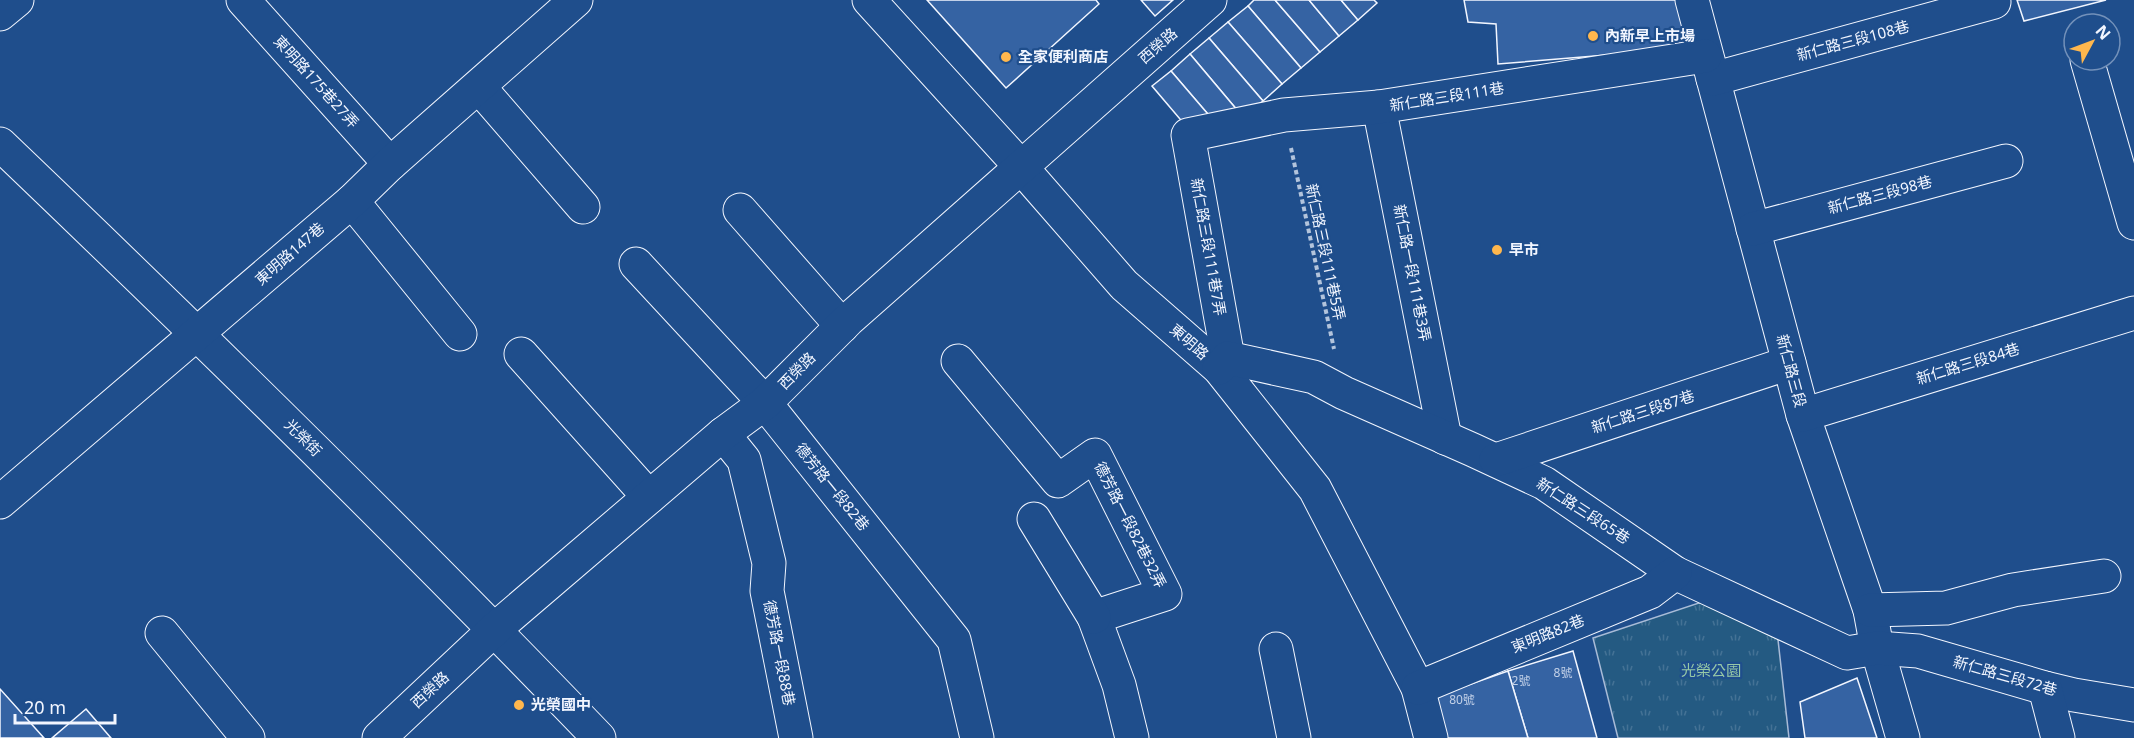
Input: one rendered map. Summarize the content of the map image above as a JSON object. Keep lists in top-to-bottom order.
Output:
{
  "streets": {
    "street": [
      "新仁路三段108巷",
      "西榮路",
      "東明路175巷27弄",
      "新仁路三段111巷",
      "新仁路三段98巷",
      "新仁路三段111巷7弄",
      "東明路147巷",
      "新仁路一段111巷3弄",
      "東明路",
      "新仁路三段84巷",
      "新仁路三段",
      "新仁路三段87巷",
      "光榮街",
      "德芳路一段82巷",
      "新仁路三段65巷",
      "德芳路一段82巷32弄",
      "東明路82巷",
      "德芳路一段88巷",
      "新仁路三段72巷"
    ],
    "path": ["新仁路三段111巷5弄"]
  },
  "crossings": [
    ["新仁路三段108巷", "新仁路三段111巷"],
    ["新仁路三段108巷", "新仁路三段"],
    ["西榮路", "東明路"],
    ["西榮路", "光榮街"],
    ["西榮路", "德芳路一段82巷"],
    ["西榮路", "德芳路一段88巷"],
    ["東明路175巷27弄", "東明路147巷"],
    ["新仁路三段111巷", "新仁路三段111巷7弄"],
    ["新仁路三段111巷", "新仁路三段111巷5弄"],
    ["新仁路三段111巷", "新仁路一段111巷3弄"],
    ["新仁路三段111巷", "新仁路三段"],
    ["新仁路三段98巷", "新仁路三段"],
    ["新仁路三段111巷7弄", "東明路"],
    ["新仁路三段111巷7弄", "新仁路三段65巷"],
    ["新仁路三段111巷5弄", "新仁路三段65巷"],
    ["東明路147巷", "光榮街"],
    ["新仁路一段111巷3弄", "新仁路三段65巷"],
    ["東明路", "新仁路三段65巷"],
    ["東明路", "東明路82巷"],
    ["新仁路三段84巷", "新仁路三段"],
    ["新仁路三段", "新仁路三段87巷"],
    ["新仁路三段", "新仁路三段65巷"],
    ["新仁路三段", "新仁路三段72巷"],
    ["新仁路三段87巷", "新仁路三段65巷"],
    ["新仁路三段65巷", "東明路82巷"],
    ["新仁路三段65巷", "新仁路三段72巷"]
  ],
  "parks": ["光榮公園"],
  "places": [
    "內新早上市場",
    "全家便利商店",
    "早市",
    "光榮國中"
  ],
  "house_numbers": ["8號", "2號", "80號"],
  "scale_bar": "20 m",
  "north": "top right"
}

+ + + + + + +

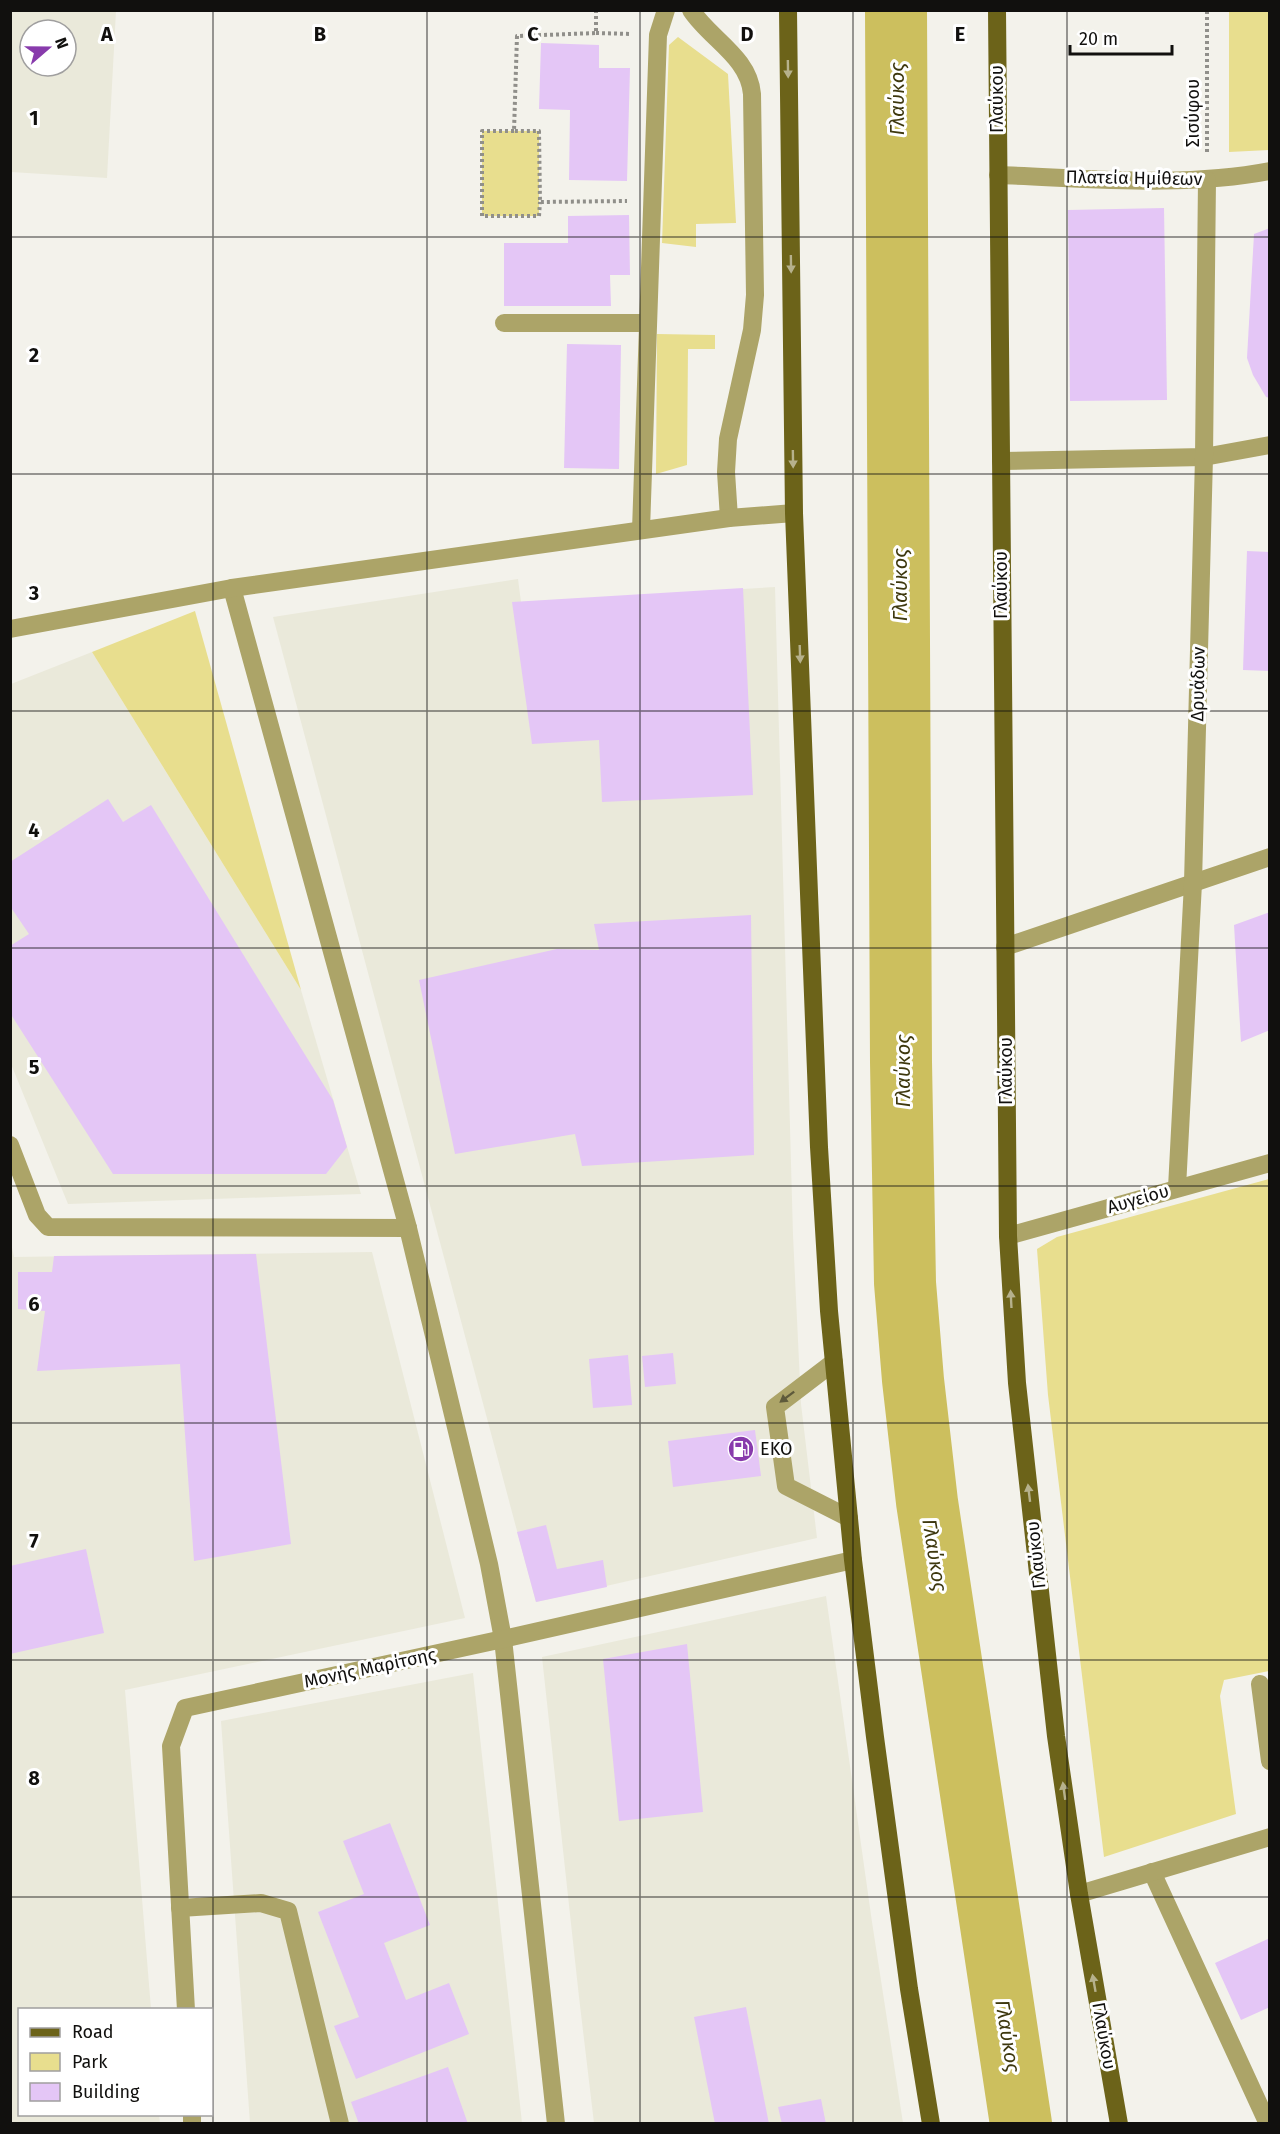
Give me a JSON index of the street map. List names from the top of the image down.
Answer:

+ + + + + + +

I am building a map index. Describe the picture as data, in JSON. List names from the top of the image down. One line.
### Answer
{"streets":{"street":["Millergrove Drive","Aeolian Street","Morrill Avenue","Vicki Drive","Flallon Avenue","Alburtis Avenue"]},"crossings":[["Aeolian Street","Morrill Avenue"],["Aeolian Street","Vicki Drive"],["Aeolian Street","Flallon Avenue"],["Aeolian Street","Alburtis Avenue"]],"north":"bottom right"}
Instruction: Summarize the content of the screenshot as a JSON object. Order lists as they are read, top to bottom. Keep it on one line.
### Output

+ + + + + + +

Within the listing, how many lines hold the word "names"? Only the number is to be given.

The answer >>
2